There are some methods which may be used regardless of the foundation type. On their own, these methods are not always very effective, but prove highly beneficial as part of a combined system.

  • Foundation Sealing – This method is not recommended by the EPA as a standalone remedy, although it can boost the efficiency of other methods and reduce the loss of conditioned air. The cost of sealing your foundation may thus pay for itself over time. Note that your home will naturally continue to settle, so it is impossible to keep your foundation completely free of cracks.
  • Heat Recovery Ventilator (HRV) – Also referred to as an air-to-air heat exchanger, an HRV brings outdoor air into the home while exhausting indoor air. The heat or cold of the exhaust is transferred to the intake to maintain indoor temperature while improving ventilation. This system not only reduces radon, but can remove other air pollutants as well. It can be used to ventilate part or all of your home, but is most effective against radon when focused on the basement or ground floor (if you have no basement). Note that this system does require power and will thus impact your energy bills.
  • House/Room Pressurization – The effectiveness of this method depends heavily upon climate, lifestyle habits, appliances, and the way your home was built. It can also lead to moisture problems and higher energy bills, so it tends to be a last resort. You will need to keep windows and exterior doors closed as much as possible for this method to work at all. The goal is to use a fan to blow air into the basement or ground floor from outside or upstairs, increasing the local pressure enough to keep radon gas from entering the home.
  • Natural Ventilation – Open windows, vents located in the basement or lower floors and other openings can help temporarily reduce radon levels. These levels return after approximately 12 hours, so this method should be considered strictly as a temporary measure.

A Note on Radon-Resistant Construction Methods

Radon Iglus Being Installed in a Foundation
Radon Iglus Being Installed in the Foundation
© dragoncello / Fotolia

If you are remodeling, adding an extension, or building a new home; there are several construction techniques that will help keep radon levels low at a lower price than adding mitigation systems down the road. One popular example uses a four inch thick layer of gravel topped by a six mil polyethylene sheet to serve as both a vapor barrier and separator to keep the wet concrete of the foundation from clogging the gravel layer. A vent pipe leading from the foundation up through the roof also makes an effective passive system to which a fan may later be added if the added power of an active system is required.

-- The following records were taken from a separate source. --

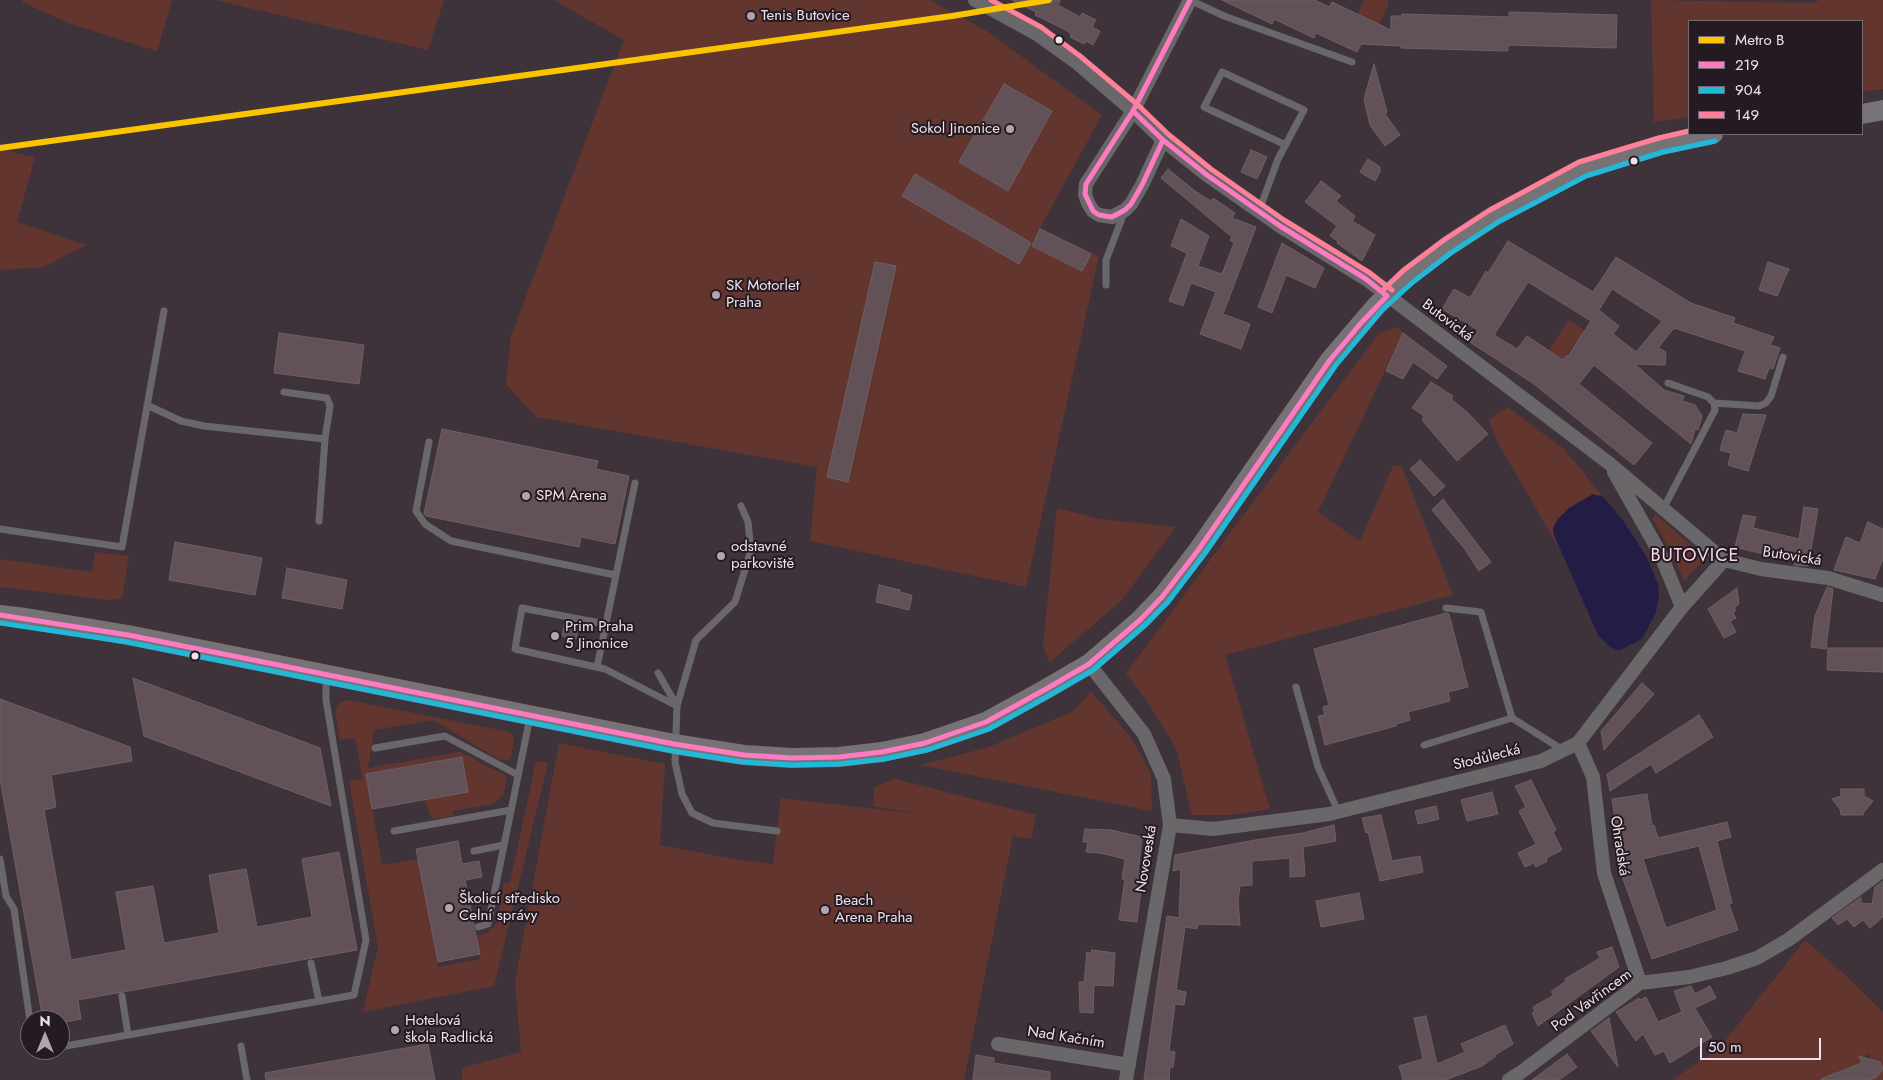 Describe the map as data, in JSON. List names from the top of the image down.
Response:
{
  "streets": {
    "street": [
      "Butovická",
      "Stodůlecká",
      "Ohradská",
      "Novoveská",
      "Pod Vavřincem",
      "Nad Kačním"
    ]
  },
  "crossings": [
    ["Butovická", "Stodůlecká"],
    ["Stodůlecká", "Ohradská"],
    ["Stodůlecká", "Novoveská"],
    ["Ohradská", "Pod Vavřincem"],
    ["Novoveská", "Nad Kačním"]
  ],
  "districts": ["BUTOVICE"],
  "places": [
    "Tenis Butovice",
    "Sokol Jinonice",
    "SK Motorlet Praha",
    "SPM Arena",
    "odstavné parkoviště",
    "Prim Praha 5 Jinonice",
    "Školicí středisko Celní správy",
    "Beach Arena Praha",
    "Hotelová škola Radlická"
  ],
  "lines": [
    "metro line B",
    "transit line 219",
    "transit line 149",
    "transit line 904"
  ],
  "legend": [
    "Metro B",
    "219",
    "904",
    "149"
  ],
  "scale_bar": "50 m",
  "north": "top"
}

For more information on radon-resistant construction techniques, please refer to the EPA’s page on Builder and Contractor Resources for Radon-Resistant New Construction (RRNC)

Radon-Related Costs

As with many other home risks, the overall costs incurred from radon issues will vary greatly depending upon individual circumstances. Testing yourself is inexpensive, with kits (and lab results) generally running between $15 and $35. Professional testing is more accurate, but also more expensive, averaging between $200 and $300.

Radon mitigation also varies. For example, a passive or active suction system will run anywhere from $550 to $2500 on average, with the exact cost being largely dependent upon the size of your home. Meanwhile, a radon mitigation system runs between $750 and $3,000 to install. Annual maintenance costs range from no cost to $700, and fan replacement will cost $250 to $300 every five years. A water radon mitigation system for ground water runs between $1,000 and $4,500 to install, with annual maintenance being $250 or less.